Amazon has succeeded because no other company has been able to match the scale of its online operation, until now. In the latest BrandZ global brand power list, Chinese e-commerce company Alibaba made its debut in 12th spot, worth $66bn.
That was one place ahead of Amazon, which fell four places to 13th with a valuation of $62.2bn.
There are also questions about Amazon’s profitability. Last year Amazon’s revenues hit $88bn but it posted a loss of $240m as it continues to plough its profits into improving the delivery infrastructure at the core of its business.
Yet despite the increased overseas competition, O’Brien is convinced Amazon will continue to prosper over the next 20 years.
“I think you’ll see Amazon commercialise its delivery expertise to rival the Royal Mails and embrace Internet of Things with Amazon Dash, which allows people to press a button to automatically order in products if say their dishwasher runs out of tablets,” he added.
“The key to Amazon’s success is that it isn’t afraid to try out new things even if they fail. That urgency and scale is hard not to admire.”
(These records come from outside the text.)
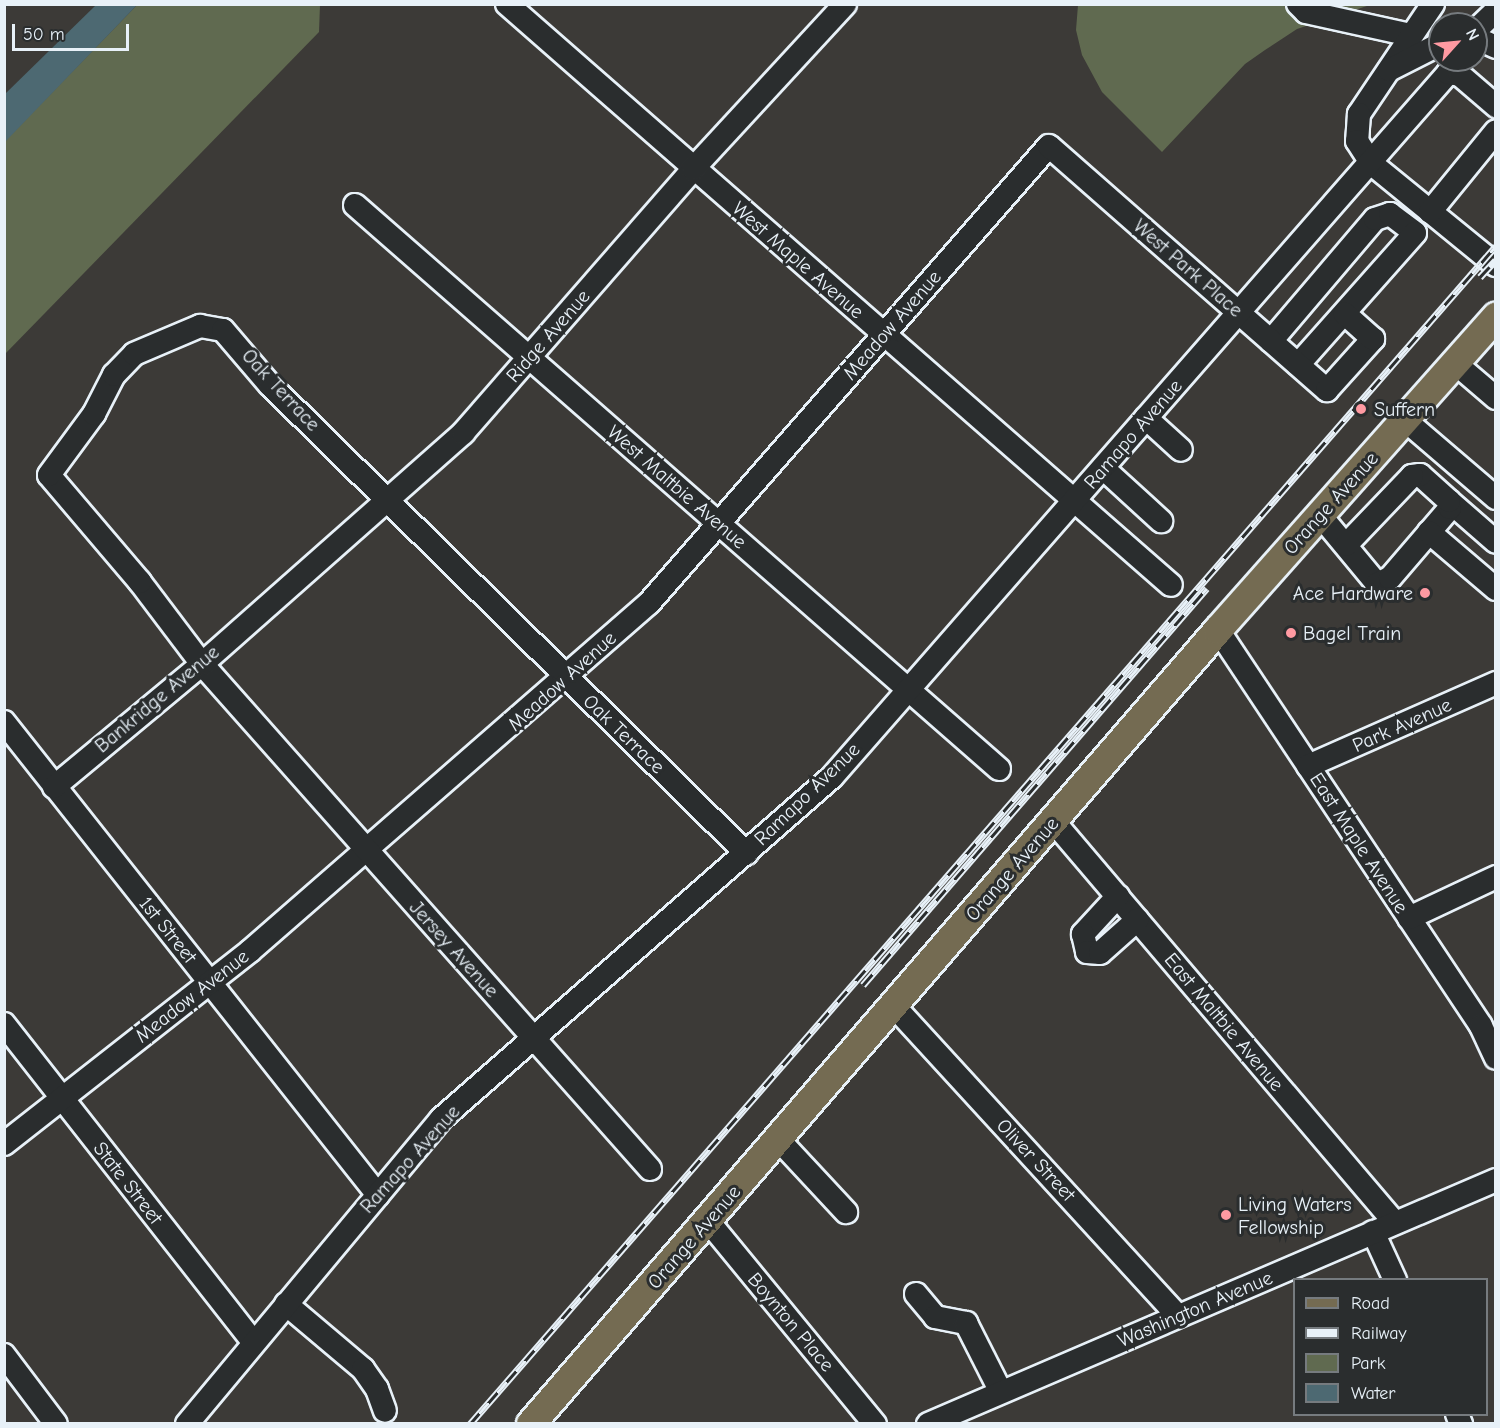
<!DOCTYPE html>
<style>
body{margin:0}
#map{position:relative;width:1500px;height:1428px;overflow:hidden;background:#3c3a37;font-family:"Comic Neue",sans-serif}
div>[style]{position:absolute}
.green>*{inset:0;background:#606a50}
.water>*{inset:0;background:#4d6972}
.roads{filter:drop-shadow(2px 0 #e8f1f8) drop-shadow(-2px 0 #e8f1f8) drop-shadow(0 2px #e8f1f8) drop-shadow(0 -2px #e8f1f8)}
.minor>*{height:22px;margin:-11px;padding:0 11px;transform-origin:11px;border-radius:11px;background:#2a2d2e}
.major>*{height:28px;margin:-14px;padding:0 14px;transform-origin:14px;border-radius:14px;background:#746b52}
.rail>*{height:7px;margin-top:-3.5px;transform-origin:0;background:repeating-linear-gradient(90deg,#2a2d2e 0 14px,#e8f1f8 0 28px);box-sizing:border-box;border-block:2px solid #e8f1f8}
.dots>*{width:16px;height:16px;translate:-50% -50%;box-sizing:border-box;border:3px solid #2a2d2e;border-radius:50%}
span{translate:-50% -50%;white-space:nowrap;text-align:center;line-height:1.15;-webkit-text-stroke:6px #2a2d2e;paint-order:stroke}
.street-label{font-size:20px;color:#e8f1f8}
.poi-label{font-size:20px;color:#e8f1f8}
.left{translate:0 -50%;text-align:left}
.right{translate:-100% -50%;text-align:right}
.frame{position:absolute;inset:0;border:6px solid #e8f1f8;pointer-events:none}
.legend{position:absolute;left:1293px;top:1278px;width:195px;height:138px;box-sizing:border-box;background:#2a2d2e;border:2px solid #767b7f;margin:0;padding:8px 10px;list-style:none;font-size:18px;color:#e8f1f8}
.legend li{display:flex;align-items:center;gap:12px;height:30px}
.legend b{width:30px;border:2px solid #767b7f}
.north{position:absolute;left:1428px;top:12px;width:60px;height:60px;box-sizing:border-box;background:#2a2d2e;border:2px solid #767b7f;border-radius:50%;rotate:63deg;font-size:16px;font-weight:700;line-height:24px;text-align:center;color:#e8f1f8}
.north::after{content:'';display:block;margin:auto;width:21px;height:27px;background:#ff9aa2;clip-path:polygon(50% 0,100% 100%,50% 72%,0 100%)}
.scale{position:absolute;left:12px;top:24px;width:117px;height:27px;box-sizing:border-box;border:3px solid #e8f1f8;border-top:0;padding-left:8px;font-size:18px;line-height:21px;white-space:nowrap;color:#e8f1f8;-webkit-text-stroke:4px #2a2d2e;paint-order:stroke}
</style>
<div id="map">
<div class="green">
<div style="clip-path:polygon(137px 5px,320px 5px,319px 32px,5px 354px,4px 142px)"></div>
<div style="clip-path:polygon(1078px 5px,1370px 5px,1297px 29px,1265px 50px,1245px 64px,1162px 152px,1102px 92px,1082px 55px,1076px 30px)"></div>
</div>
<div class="water">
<div style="clip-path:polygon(96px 5px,137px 5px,5px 142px,5px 94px)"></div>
</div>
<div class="roads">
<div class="minor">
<div style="left:507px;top:4px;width:882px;rotate:41.19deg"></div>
<div style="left:1298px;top:4px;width:11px;rotate:45deg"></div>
<div style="left:1306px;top:12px;width:107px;rotate:12.4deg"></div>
<div style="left:1433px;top:4px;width:133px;rotate:123.9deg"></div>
<div style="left:1359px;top:114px;width:27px;rotate:94deg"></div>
<div style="left:1357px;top:141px;width:27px;rotate:57deg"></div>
<div style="left:1372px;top:164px;width:160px;rotate:39.2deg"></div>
<div style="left:1476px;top:30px;width:28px;rotate:-44deg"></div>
<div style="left:1476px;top:38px;width:22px;rotate:24deg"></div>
<div style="left:1389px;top:70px;width:57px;rotate:-27deg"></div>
<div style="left:355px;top:205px;width:856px;rotate:41.21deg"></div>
<div style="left:1430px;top:212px;width:104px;rotate:-50.8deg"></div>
<div style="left:1271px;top:341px;width:160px;rotate:-49.6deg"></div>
<div style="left:1375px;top:219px;width:16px;rotate:-18deg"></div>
<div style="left:1390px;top:214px;width:31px;rotate:37deg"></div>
<div style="left:1415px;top:233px;width:176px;rotate:131.6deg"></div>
<div style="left:1455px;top:363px;width:54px;rotate:40.5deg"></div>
<div style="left:1146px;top:418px;width:47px;rotate:42.4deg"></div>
<div style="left:1405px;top:420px;width:120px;rotate:40.6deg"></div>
<div style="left:1103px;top:468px;width:79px;rotate:42.4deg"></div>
<div style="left:1449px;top:501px;width:62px;rotate:41.1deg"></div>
<div style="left:1320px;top:515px;width:89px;rotate:50.4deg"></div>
<div style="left:1377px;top:584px;width:14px;rotate:-25deg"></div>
<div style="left:1390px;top:578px;width:92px;rotate:-49.4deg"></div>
<div style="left:1450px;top:508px;width:7px;rotate:-98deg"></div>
<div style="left:1449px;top:501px;width:39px;rotate:-138deg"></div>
<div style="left:1420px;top:475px;width:8px;rotate:173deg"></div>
<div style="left:1412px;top:476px;width:95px;rotate:133.7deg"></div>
<div style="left:1429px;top:532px;width:88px;rotate:40.4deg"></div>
<div style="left:1218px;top:630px;width:475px;rotate:56.4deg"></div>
<div style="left:1481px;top:1026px;width:35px;rotate:65deg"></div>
<div style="left:4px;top:722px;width:603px;rotate:51.67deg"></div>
<div style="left:1308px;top:766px;width:206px;rotate:-23.8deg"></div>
<div style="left:54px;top:787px;width:192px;rotate:-39.7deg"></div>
<div style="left:202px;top:664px;width:349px;rotate:-41.5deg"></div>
<div style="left:463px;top:433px;width:350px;rotate:-48.9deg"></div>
<div style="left:693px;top:169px;width:224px;rotate:-47.3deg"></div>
<div style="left:1054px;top:822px;width:526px;rotate:49.62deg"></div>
<div style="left:1118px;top:896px;width:52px;rotate:132.6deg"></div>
<div style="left:1083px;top:934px;width:18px;rotate:77deg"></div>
<div style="left:1087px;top:952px;width:13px;rotate:4deg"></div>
<div style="left:1100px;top:953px;width:50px;rotate:-41.7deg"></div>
<div style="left:1409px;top:918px;width:96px;rotate:-25.2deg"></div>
<div style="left:893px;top:1005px;width:422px;rotate:47.5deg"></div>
<div style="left:4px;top:1024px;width:404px;rotate:51.9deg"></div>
<div style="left:778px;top:1139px;width:100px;rotate:47deg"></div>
<div style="left:4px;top:1144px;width:313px;rotate:-38.1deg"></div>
<div style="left:250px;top:951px;width:529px;rotate:-41.09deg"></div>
<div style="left:649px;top:603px;width:607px;rotate:-48.81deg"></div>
<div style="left:1049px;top:146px;width:370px;rotate:41.3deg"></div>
<div style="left:1327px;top:390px;width:69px;rotate:-48deg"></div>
<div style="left:1373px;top:339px;width:38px;rotate:-138deg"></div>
<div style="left:650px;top:1169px;width:675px;rotate:-131.58deg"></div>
<div style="left:202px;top:664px;width:103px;rotate:-127.1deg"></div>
<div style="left:140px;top:582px;width:140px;rotate:-130.4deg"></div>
<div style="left:49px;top:475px;width:76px;rotate:-53.6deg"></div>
<div style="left:94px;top:414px;width:44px;rotate:-62.9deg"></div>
<div style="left:114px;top:375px;width:29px;rotate:-46deg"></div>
<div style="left:134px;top:354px;width:72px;rotate:-23deg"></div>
<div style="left:200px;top:326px;width:23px;rotate:10deg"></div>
<div style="left:223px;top:330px;width:72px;rotate:49.5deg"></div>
<div style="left:270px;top:385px;width:668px;rotate:44.51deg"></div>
<div style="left:708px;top:1221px;width:263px;rotate:50.6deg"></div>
<div style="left:1373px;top:1232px;width:53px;rotate:65.4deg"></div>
<div style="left:916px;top:1294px;width:30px;rotate:50deg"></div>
<div style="left:935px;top:1317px;width:32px;rotate:11deg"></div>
<div style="left:966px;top:1323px;width:77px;rotate:63.1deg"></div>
<div style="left:286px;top:1304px;width:101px;rotate:40.2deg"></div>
<div style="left:363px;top:1369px;width:24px;rotate:55deg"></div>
<div style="left:377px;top:1389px;width:23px;rotate:70deg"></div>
<div style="left:4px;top:1355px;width:86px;rotate:53deg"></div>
<div style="left:1457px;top:1414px;width:11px;rotate:68deg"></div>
<div style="left:187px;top:1424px;width:397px;rotate:-50.2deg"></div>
<div style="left:441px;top:1119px;width:519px;rotate:-41.18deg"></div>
<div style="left:832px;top:777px;width:935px;rotate:-48.81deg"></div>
<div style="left:1448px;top:73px;width:12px;rotate:9deg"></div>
<div style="left:1460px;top:75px;width:48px;rotate:40.7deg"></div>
<div style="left:928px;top:1424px;width:618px;rotate:-23.25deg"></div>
</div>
<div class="major">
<div style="left:531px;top:1424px;width:1050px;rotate:-49.13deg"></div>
<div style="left:1218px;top:630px;width:419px;rotate:-48.4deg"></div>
</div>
</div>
<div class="rail">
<div style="left:1480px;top:277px;width:23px;rotate:-47deg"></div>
<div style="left:863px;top:985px;width:525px;rotate:-49.09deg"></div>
<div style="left:470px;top:1424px;width:1562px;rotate:-48.95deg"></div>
</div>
<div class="dots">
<div style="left:1361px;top:409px;background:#ff9aa2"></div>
<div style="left:1425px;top:593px;background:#ff9aa2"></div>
<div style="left:1291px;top:633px;background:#ff9aa2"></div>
<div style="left:1226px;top:1215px;background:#ff9aa2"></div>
</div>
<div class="street-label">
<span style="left:798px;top:260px;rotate:41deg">West Maple Avenue</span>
<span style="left:1188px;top:268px;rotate:41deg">West Park Place</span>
<span style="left:892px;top:325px;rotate:-49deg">Meadow Avenue</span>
<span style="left:548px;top:336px;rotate:-49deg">Ridge Avenue</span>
<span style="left:281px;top:390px;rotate:47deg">Oak Terrace</span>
<span style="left:1133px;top:434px;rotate:-49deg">Ramapo Avenue</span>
<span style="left:677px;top:487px;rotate:41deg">West Maltbie Avenue</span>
<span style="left:1331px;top:503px;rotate:-48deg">Orange Avenue</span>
<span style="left:562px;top:681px;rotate:-42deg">Meadow Avenue</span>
<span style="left:157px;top:699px;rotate:-40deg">Bankridge Avenue</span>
<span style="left:1402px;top:725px;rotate:-24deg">Park Avenue</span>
<span style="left:624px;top:734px;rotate:44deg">Oak Terrace</span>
<span style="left:807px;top:794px;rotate:-44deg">Ramapo Avenue</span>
<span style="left:1359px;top:843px;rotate:57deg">East Maple Avenue</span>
<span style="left:1012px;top:869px;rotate:-49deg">Orange Avenue</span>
<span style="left:168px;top:930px;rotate:51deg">1st Street</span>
<span style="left:454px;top:949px;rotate:48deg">Jersey Avenue</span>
<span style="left:192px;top:996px;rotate:-38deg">Meadow Avenue</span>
<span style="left:1224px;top:1022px;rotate:50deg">East Maltbie Avenue</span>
<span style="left:410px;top:1159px;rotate:-48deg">Ramapo Avenue</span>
<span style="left:1036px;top:1160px;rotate:47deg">Oliver Street</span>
<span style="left:128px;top:1183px;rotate:52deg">State Street</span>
<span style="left:694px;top:1237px;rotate:-49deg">Orange Avenue</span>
<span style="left:1195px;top:1309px;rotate:-23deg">Washington Avenue</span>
<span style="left:791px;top:1322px;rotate:50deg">Boynton Place</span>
</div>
<div class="poi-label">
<span class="left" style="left:1374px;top:409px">Suffern</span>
<span class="right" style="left:1413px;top:593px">Ace Hardware</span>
<span class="left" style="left:1303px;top:633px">Bagel Train</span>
<span class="left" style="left:1238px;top:1216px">Living Waters<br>Fellowship</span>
</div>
<div class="frame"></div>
<ul class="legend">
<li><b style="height:8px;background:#746b52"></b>Road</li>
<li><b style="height:8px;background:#e8f1f8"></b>Railway</li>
<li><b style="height:16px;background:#606a50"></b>Park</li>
<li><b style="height:16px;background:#4d6972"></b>Water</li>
</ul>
<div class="north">N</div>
<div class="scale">50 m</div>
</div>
Another focus is competing with the likes of Netflix through Amazon Prime Instant Video. Amazon Studios announced today (16 July) that director Spike Lee’s next major film Chi-Raq will be exclusively produced and distributed by Amazon Original Movies.
Speaking on the move, Bob Berney, head of marketing at Amazon Studios, says: “For future projects, we will look to collaborate with a top-tier theatrical distributor who shares our vision and passion. We will work together to craft bold and distinctive marketing and distribution approaches for all our films.”
Addressing image concerns
Movies and TV streaming aside, the Amazon brand has prospered despite constant questions about its tax commitments.
Verdict’s O’Brien theorises: “Amazon has delivered what customers want from a retail experience and that’s allowed it to hide its questionable ethics up until now but it will have to address its image at some point.
“There is an appetite for stories and ethical behaviour from big retailers among consumers and as Amazon matures it must fill that void.”
However Mark Holden, head of strategy at Arena Media, says this will not be a hindrance to its future growth.
He concludes: “Amazon does get bad press for its tax status and working practices but the reason it remains meaningful to customers is that it has become an indispensable part of their daily lives.
“Simply put, the choice and convenience that Amazon provide cannot easily be substituted and they provide ‘meaning’ to millions of users every day. It is for this reason they keep growing stronger and are likely to continue doing so.”